Work required: Hand back every line from the beginning of the data below through the line containing "function drawText(font, color, halo, rows, align", word for word and free of pictures.

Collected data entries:
####
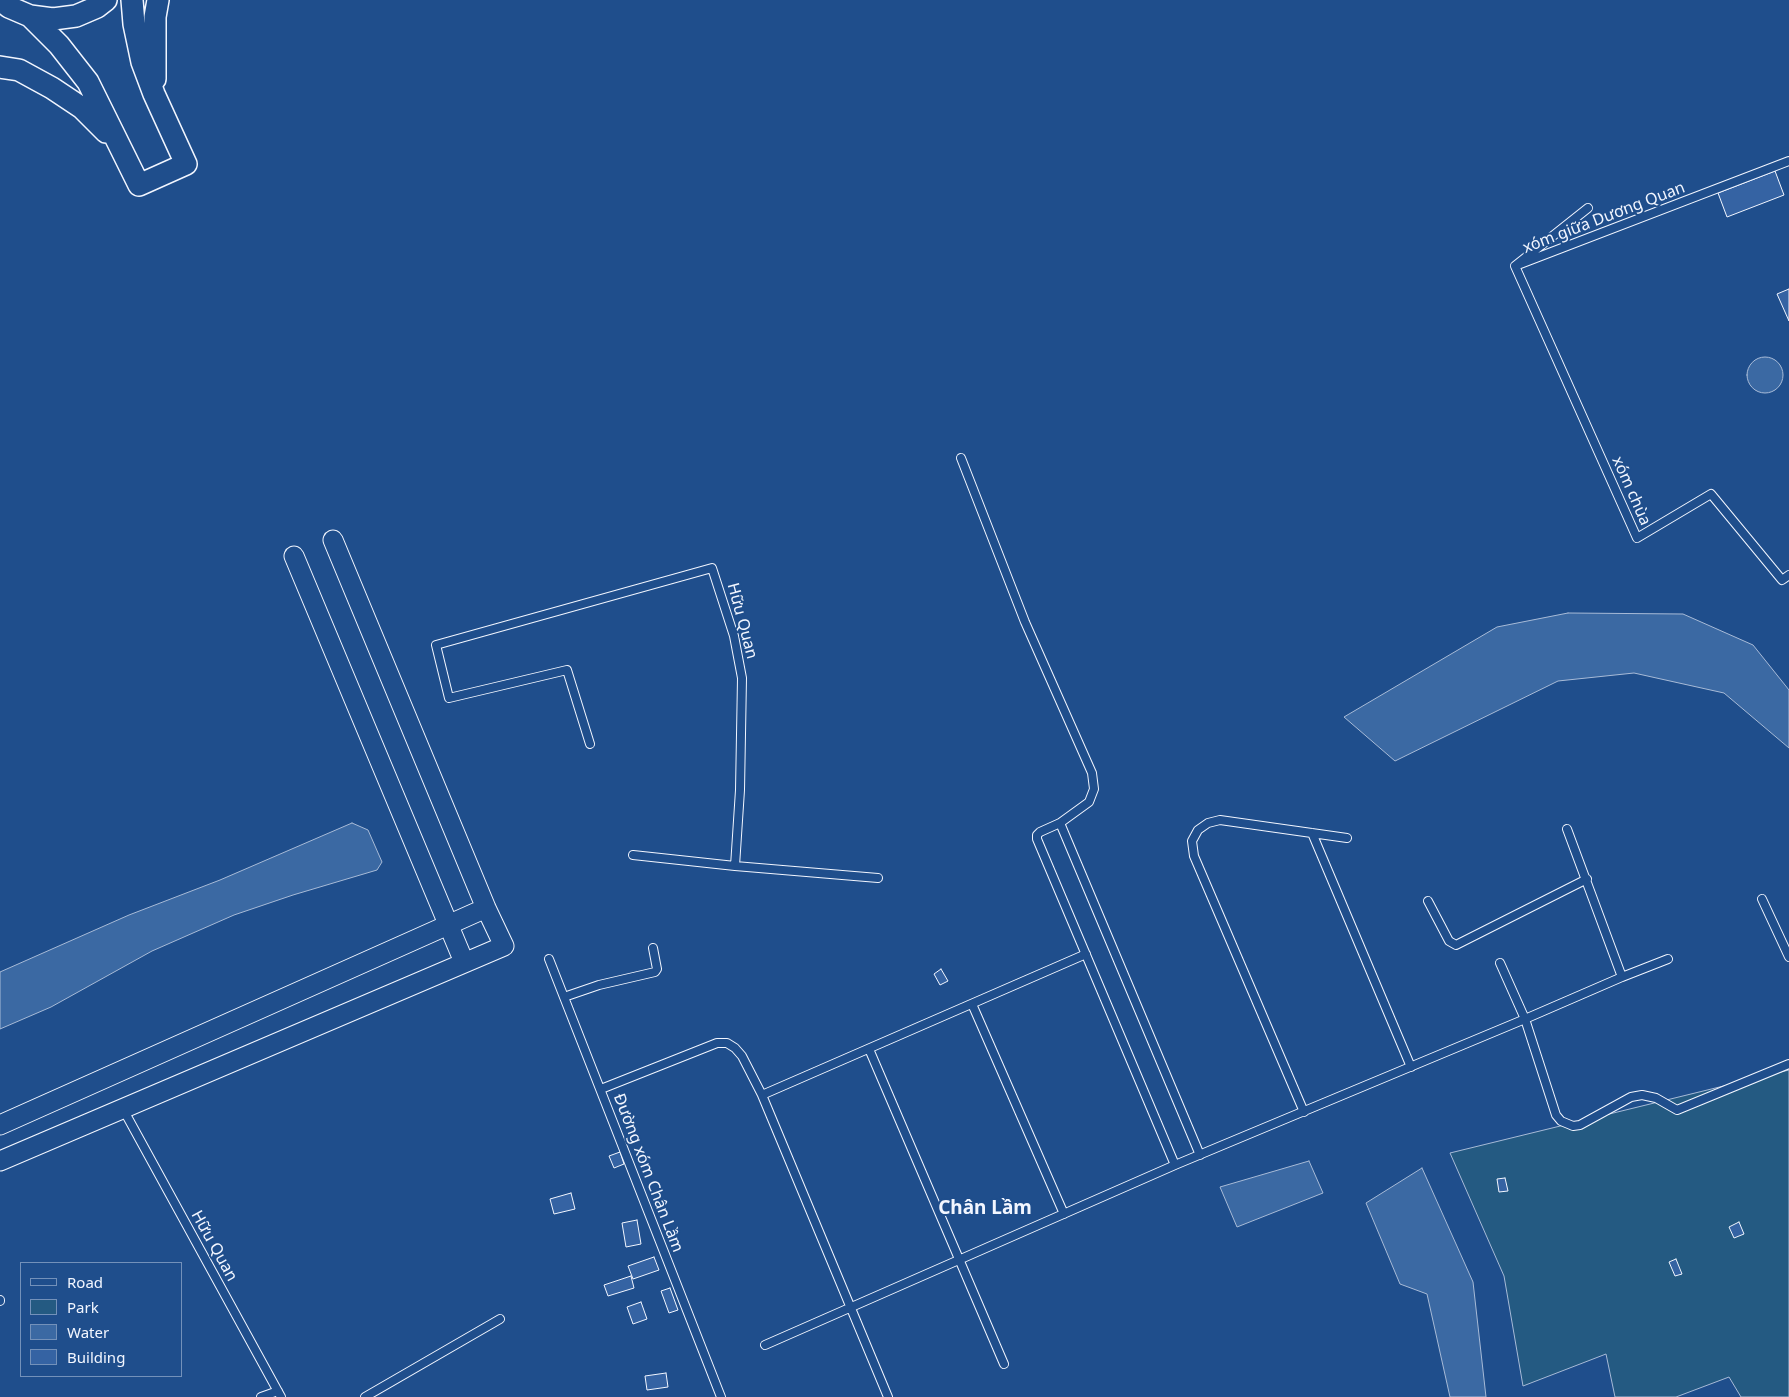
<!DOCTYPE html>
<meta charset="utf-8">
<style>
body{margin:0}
#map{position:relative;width:1789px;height:1397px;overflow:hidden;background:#1f4e8c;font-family:"Noto Sans",sans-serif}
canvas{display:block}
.legend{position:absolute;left:20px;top:1262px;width:162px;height:115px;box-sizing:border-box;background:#1f4e8c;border:1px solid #7391ba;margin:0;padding:6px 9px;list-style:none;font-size:15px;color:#f2f6ff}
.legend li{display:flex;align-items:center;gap:10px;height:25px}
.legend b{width:25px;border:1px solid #7391ba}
</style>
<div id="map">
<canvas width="1789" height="1397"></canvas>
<ul class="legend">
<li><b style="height:6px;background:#1f4e8c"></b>Road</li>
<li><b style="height:14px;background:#245a82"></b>Park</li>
<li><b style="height:14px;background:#3b69a3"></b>Water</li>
<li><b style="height:14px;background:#3563a3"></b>Building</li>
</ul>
</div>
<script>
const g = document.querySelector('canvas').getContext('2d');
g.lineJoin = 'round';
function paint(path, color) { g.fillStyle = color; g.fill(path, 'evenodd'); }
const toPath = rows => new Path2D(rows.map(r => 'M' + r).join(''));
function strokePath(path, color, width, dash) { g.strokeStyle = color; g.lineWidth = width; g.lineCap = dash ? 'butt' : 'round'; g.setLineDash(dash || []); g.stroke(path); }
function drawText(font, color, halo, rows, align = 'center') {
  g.font = font + ' "Noto Sans",sans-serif'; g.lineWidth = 4; g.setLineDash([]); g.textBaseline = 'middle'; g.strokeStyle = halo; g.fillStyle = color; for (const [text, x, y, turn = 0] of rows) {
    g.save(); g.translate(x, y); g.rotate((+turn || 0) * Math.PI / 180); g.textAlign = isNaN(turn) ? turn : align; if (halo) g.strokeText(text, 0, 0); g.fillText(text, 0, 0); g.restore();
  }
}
const green = toPath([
 [1789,1070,1789,1397,1741,1397,1729,1377,1676,1397,1615,1397,1606,1354,1523,1386,1504,1276,1450,1153,1789,1070]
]);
paint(green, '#245a82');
strokePath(green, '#a8bbd7', 1);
const water = toPath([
 '1747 375a18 18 0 1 1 36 0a18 18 0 1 1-36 0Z',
 [1568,613,1683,614,1753,645,1789,690,1789,748,1724,693,1634,673,1558,681,1395,761,1344,717,1497,627,1568,613],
 [352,823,368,830,382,862,377,870,293,895,234,915,152,951,51,1007,0,1029,0,972,129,915,220,880,352,823],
 [1309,1161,1323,1193,1237,1227,1220,1187,1309,1161],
 [1422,1168,1473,1282,1486,1397,1450,1397,1427,1294,1400,1284,1366,1203,1422,1168]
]);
paint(water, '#3b69a3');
strokePath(water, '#a8bbd7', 1);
const building = toPath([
 [1775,171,1784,195,1727,217,1718,193,1775,171],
 [1789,289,1789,321,1777,294,1789,289],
 [941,969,948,981,940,985,934,974,941,969],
 [620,1152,624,1164,614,1168,609,1156,620,1152],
 [1505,1178,1508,1191,1499,1192,1497,1179,1505,1178],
 [571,1193,575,1209,554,1214,550,1199,571,1193],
 [637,1220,641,1244,626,1247,622,1223,637,1220],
 [1739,1222,1744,1234,1734,1238,1729,1227,1739,1222],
 [654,1257,659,1270,633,1279,628,1266,654,1257],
 [1676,1259,1682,1274,1675,1276,1669,1262,1676,1259],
 [631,1276,634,1288,608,1296,604,1285,631,1276],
 [670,1288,678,1310,669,1313,661,1291,670,1288],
 [641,1302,647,1319,633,1324,627,1307,641,1302],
 [666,1373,668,1387,647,1390,645,1376,666,1373]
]);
paint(building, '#3563a3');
strokePath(building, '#f2f6ff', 1);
const service = toPath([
 [1588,208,1515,266,1789,161],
 [1515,266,1637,538,1711,494,1782,580,1789,575],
 [590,744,567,670,449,698,436,645,712,568,734,636,742,678,740,790,735,866,633,855],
 [1060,823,1200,1155],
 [1567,829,1622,977],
 [1312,833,1411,1067],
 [735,866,878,878],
 [1762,899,1789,957],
 [1428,901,1449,941,1456,945,1587,879],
 [549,959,721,1397],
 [1668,959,1622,977,1525,1019,1556,1115,1561,1121,1573,1126,1580,1125,1631,1097,1642,1095,1656,1098,1677,1110,1789,1064],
 [564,997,599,985,655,972,657,969,653,948],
 [972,1004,1064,1214],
 [869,1049,1004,1364],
 [601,1089,717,1043,727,1043,735,1048,742,1056,762,1095,888,1397],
 [762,1095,1086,954],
 [123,1109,281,1397],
 [1304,1112,1194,856,1192,841,1198,830,1208,823,1220,820,1347,838],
 [1175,1165,1525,1019,1500,963],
 [0,1301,0,1300],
 [765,1345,1175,1165,1037,839,1037,835,1040,832,1060,823,1089,802,1094,789,1092,773,1025,622,961,458],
 [261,1397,278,1391],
 [365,1397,500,1319]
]);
const tertiary = toPath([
 [294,556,464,962],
 [0,1125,486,908],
 [0,1161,504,946,486,908,333,540]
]);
const secondary = toPath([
 [0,0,9,7,30,16,53,19,76,16,97,7,106,0],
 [30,16,59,45,88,82,139,185,186,164,154,94,142,62,134,24,132,0],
 [0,67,19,70,52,88,82,108,106,132],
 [155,79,155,17,158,0]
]);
strokePath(service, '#f2f6ff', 10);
strokePath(tertiary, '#f2f6ff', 21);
strokePath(secondary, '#f2f6ff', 24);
strokePath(service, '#1f4e8c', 8);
strokePath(tertiary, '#1f4e8c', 19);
strokePath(secondary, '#1f4e8c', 21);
drawText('16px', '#f2f6ff', '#1f4e8c', [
 ["xóm giữa Dương Quan",1604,218,-21],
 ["xóm chùa",1631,491,66],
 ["Hữu Quan",742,621,75],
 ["Đường xóm Chân Lầm",648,1173,69],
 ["Hữu Quan",214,1246,61]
]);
drawText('bold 19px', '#f2f6ff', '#1f4e8c', [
 ["Chân Lầm",985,1209]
]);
</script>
####
Answer for the task:
<!DOCTYPE html>
<meta charset="utf-8">
<style>
body{margin:0}
#map{position:relative;width:1789px;height:1397px;overflow:hidden;background:#1f4e8c;font-family:"Noto Sans",sans-serif}
canvas{display:block}
.legend{position:absolute;left:20px;top:1262px;width:162px;height:115px;box-sizing:border-box;background:#1f4e8c;border:1px solid #7391ba;margin:0;padding:6px 9px;list-style:none;font-size:15px;color:#f2f6ff}
.legend li{display:flex;align-items:center;gap:10px;height:25px}
.legend b{width:25px;border:1px solid #7391ba}
</style>
<div id="map">
<canvas width="1789" height="1397"></canvas>
<ul class="legend">
<li><b style="height:6px;background:#1f4e8c"></b>Road</li>
<li><b style="height:14px;background:#245a82"></b>Park</li>
<li><b style="height:14px;background:#3b69a3"></b>Water</li>
<li><b style="height:14px;background:#3563a3"></b>Building</li>
</ul>
</div>
<script>
const g = document.querySelector('canvas').getContext('2d');
g.lineJoin = 'round';
function paint(path, color) { g.fillStyle = color; g.fill(path, 'evenodd'); }
const toPath = rows => new Path2D(rows.map(r => 'M' + r).join(''));
function strokePath(path, color, width, dash) { g.strokeStyle = color; g.lineWidth = width; g.lineCap = dash ? 'butt' : 'round'; g.setLineDash(dash || []); g.stroke(path); }
function drawText(font, color, halo, rows, align = 'center') {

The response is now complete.